◆ **What is needed**
Output each line from the one that contains "I need the bounding" to the final line of the data below, exactly, and include nothing else.

Stored data:
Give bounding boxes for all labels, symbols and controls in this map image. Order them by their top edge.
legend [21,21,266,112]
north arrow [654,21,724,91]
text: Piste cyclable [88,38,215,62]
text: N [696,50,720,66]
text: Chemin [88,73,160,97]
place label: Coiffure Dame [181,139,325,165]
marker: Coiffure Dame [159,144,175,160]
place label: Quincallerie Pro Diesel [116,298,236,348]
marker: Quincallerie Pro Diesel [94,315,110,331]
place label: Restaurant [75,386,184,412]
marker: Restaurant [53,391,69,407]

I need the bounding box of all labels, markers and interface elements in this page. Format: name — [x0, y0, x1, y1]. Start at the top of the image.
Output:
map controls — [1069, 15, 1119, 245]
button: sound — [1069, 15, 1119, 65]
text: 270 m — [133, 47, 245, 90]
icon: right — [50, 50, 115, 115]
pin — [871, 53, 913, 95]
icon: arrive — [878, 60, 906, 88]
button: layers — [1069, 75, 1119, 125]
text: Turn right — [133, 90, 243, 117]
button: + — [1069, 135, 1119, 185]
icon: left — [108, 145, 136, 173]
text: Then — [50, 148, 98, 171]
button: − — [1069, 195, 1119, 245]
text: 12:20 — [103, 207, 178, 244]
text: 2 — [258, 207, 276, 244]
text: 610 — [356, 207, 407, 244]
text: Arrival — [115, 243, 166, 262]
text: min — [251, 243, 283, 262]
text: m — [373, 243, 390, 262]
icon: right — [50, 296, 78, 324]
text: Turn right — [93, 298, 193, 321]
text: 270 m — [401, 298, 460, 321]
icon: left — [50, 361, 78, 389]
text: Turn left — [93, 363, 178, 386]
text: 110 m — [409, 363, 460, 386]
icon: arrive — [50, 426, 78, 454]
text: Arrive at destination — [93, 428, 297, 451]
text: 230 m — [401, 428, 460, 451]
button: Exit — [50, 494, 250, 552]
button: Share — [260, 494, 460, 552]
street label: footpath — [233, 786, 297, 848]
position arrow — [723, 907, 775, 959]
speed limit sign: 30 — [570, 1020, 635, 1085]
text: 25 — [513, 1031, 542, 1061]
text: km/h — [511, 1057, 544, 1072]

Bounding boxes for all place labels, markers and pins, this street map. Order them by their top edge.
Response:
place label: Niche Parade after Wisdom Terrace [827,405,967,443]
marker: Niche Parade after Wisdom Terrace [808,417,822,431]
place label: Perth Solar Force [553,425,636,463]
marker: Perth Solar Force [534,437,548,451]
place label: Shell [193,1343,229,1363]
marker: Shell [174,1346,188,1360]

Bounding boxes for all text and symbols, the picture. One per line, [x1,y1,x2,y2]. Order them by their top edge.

◆ **Solution**
I need the bounding box of all labels, markers and interface elements in this page. Format: name — [x0, y0, x1, y1]. Start at the top of the image.
Output:
map controls — [1069, 15, 1119, 245]
button: sound — [1069, 15, 1119, 65]
text: 270 m — [133, 47, 245, 90]
icon: right — [50, 50, 115, 115]
pin — [871, 53, 913, 95]
icon: arrive — [878, 60, 906, 88]
button: layers — [1069, 75, 1119, 125]
text: Turn right — [133, 90, 243, 117]
button: + — [1069, 135, 1119, 185]
icon: left — [108, 145, 136, 173]
text: Then — [50, 148, 98, 171]
button: − — [1069, 195, 1119, 245]
text: 12:20 — [103, 207, 178, 244]
text: 2 — [258, 207, 276, 244]
text: 610 — [356, 207, 407, 244]
text: Arrival — [115, 243, 166, 262]
text: min — [251, 243, 283, 262]
text: m — [373, 243, 390, 262]
icon: right — [50, 296, 78, 324]
text: Turn right — [93, 298, 193, 321]
text: 270 m — [401, 298, 460, 321]
icon: left — [50, 361, 78, 389]
text: Turn left — [93, 363, 178, 386]
text: 110 m — [409, 363, 460, 386]
icon: arrive — [50, 426, 78, 454]
text: Arrive at destination — [93, 428, 297, 451]
text: 230 m — [401, 428, 460, 451]
button: Exit — [50, 494, 250, 552]
button: Share — [260, 494, 460, 552]
street label: footpath — [233, 786, 297, 848]
position arrow — [723, 907, 775, 959]
speed limit sign: 30 — [570, 1020, 635, 1085]
text: 25 — [513, 1031, 542, 1061]
text: km/h — [511, 1057, 544, 1072]

Bounding boxes for all place labels, markers and pins, this street map. Order them by their top edge.
Response:
place label: Niche Parade after Wisdom Terrace [827,405,967,443]
marker: Niche Parade after Wisdom Terrace [808,417,822,431]
place label: Perth Solar Force [553,425,636,463]
marker: Perth Solar Force [534,437,548,451]
place label: Shell [193,1343,229,1363]
marker: Shell [174,1346,188,1360]

Bounding boxes for all text and symbols, the picture. One per line, [x1,y1,x2,y2]. Order them by their top edge.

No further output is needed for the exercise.